## League of Legends - Data Processing Notebook

Purpose: This notebook documents a clear and reproducible Data Processing workflow for the League of Legends Match Prediction challange. It explains why each step is needed, the code to collect and transform Riot match data, and produces a clean dataset ready for modeling.

## Introduction & Goals

**Goals of this notebook:**

-   Collect match data from the Riot API.

-   Parse and extract both pre-game features (champion picks, roles) and early-game features at 10 minutes (gold diff, kills, objectives).

-   Produce a cleaned, versioned dataset (CSV) with clear documentation for each column.

**Why separate processing from modeling?**

Riot match timelines and match lists can become large (MBs–GBs). Processing and cleaning in a dedicated notebook or script avoids repeated heavy work during model experimentation and keeps the ML notebook focused on training and evaluation.

## Environment & setup

In [1]:
# Import core Python libraries
import pandas as pd
import requests
import tqdm
import pyarrow
import fastparquet
import matplotlib.pyplot as plt
import seaborn as sns
import os
import time
import json
from typing import Dict, Any, List
from dotenv import load_dotenv

import requests
import pandas as pd
from tqdm import tqdm


# plotting
import matplotlib.pyplot as plt
import seaborn as sns
sns.set_theme(context="notebook", style="darkgrid", palette="deep", font="sans-serif", font_scale=1)


# Load environment variables
from dotenv import load_dotenv
load_dotenv()


RIOT_API_KEY = os.getenv('RIOT_API_KEY')
if not RIOT_API_KEY:
    raise RuntimeError('Set RIOT_API_KEY as an environment variable or in a .env file')


HEADERS = {"X-Riot-Token": RIOT_API_KEY}

## Data sourcing (Riot API overview)

### What endpoints we be used:

- **Match IDs** by **PUUID:** /lol/match/v5/matches/by-puuid/{puuid}/ids - returns a list of match IDs for a given player.

- **Match detail by matchId**: /lol/match/v5/matches/{matchId} — returns the full match info and timeline (timelines might be included alongside).

### Filtering notes:

- Use **queue=420** to restrict to **Ranked Solo/Duo matches (competitive).**

- Filter out **remakes** or **extremely short games** (e.g., gameDuration < 9 minutes) to avoid noisy examples.

### Rate limits & best practices:

- Riot enforces **rate limits**, so I will be using **time.sleep** to pause between requests and wait longer if blocked (HTTP 429).

- **Cache** raw match JSONs to disk so you don't re-download them.
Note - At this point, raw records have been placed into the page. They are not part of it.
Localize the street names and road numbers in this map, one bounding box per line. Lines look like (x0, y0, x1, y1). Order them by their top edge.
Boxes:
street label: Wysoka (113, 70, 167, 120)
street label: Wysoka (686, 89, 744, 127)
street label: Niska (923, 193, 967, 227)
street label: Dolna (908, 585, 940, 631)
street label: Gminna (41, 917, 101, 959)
## Data requirements and Schema


### 1. Core Features (and why)

- **Match metadata**: `matchId`, `queueId`, `gameDuration` - needed to filter matches.
- **Champion & role picks**: champion IDs/names, team positions - needed for pre-game features.
- **Lane metrics at 10 minutes**: gold diff, CS diff, XP diff, K/D/A per lane - strong early indicators.
- **Team objectives at 10 minutes**: `firstBlood`, `firstTower`, `firstDragon` (+ type), `firstHerald`, counts of towers/dragons.
- **Target variables**: `blue_win` (0/1) and `win_probability` (for model output).



### 2. Proposed Output Schema (one row per match)

### Match Metadata
- `matchId` (`str`)
- `queueId` (`int`)
- `gameDuration` (`int`, seconds)
- `blue_win` (`0/1`)

### Champion Picks & Roles
- `blue_champions` (list of champion IDs)
- `red_champions` (list of champion IDs)
- `blue_roles` (list of positions)
- `red_roles` (list of positions)

### Early Features (10 min)
- `blue_gold_10`, `red_gold_10`, `gold_diff_10` - difference in gold at 10 minutes
- `blue_cs_10`, `red_cs_10`, `cs_diff_10` - difference in farm at 10 minutes
- `blue_xp_10`, `red_xp_10`, `xp_diff_10` - difference in xp at 10 minutes
- `blue_kills_10`, `red_kills_10`, `kills_diff_10`- difference in kills at 10 minutes

### Objectives (10 min)
- `first_blood` (None / blue / red)
- `first_tower` (None / blue / red)
- `first_dragon` (None / blue / red)
- `first_rift_herald` (None / blue / red)
- `blue_towers_10`, `red_towers_10` - tower kills at 10 minutes
- `blue_dragons_10`, `red_dragons_10` - dragon kills at 10 minutes


## Storage strategy & versioning

For this project, I decided to keep storage dead simple.
### Raw and Processed Data
- **Raw data**: every match JSON from the Riot API lives in `data/raw/` (both the match detail and its timeline). I never overwrite these so I can always reprocess.
- **Processed data**: two Parquet files:
  - `data/processed/lol_pregame_data.parquet` (lane champion picks)
  - `data/processed/lol_10min_data.parquet` (early game stats + first objectives)
- **Preview CSVs**: `lol_pregame_data_preview.csv` and `lol_10min_data_preview.csv` (just first 50 rows to eyeball).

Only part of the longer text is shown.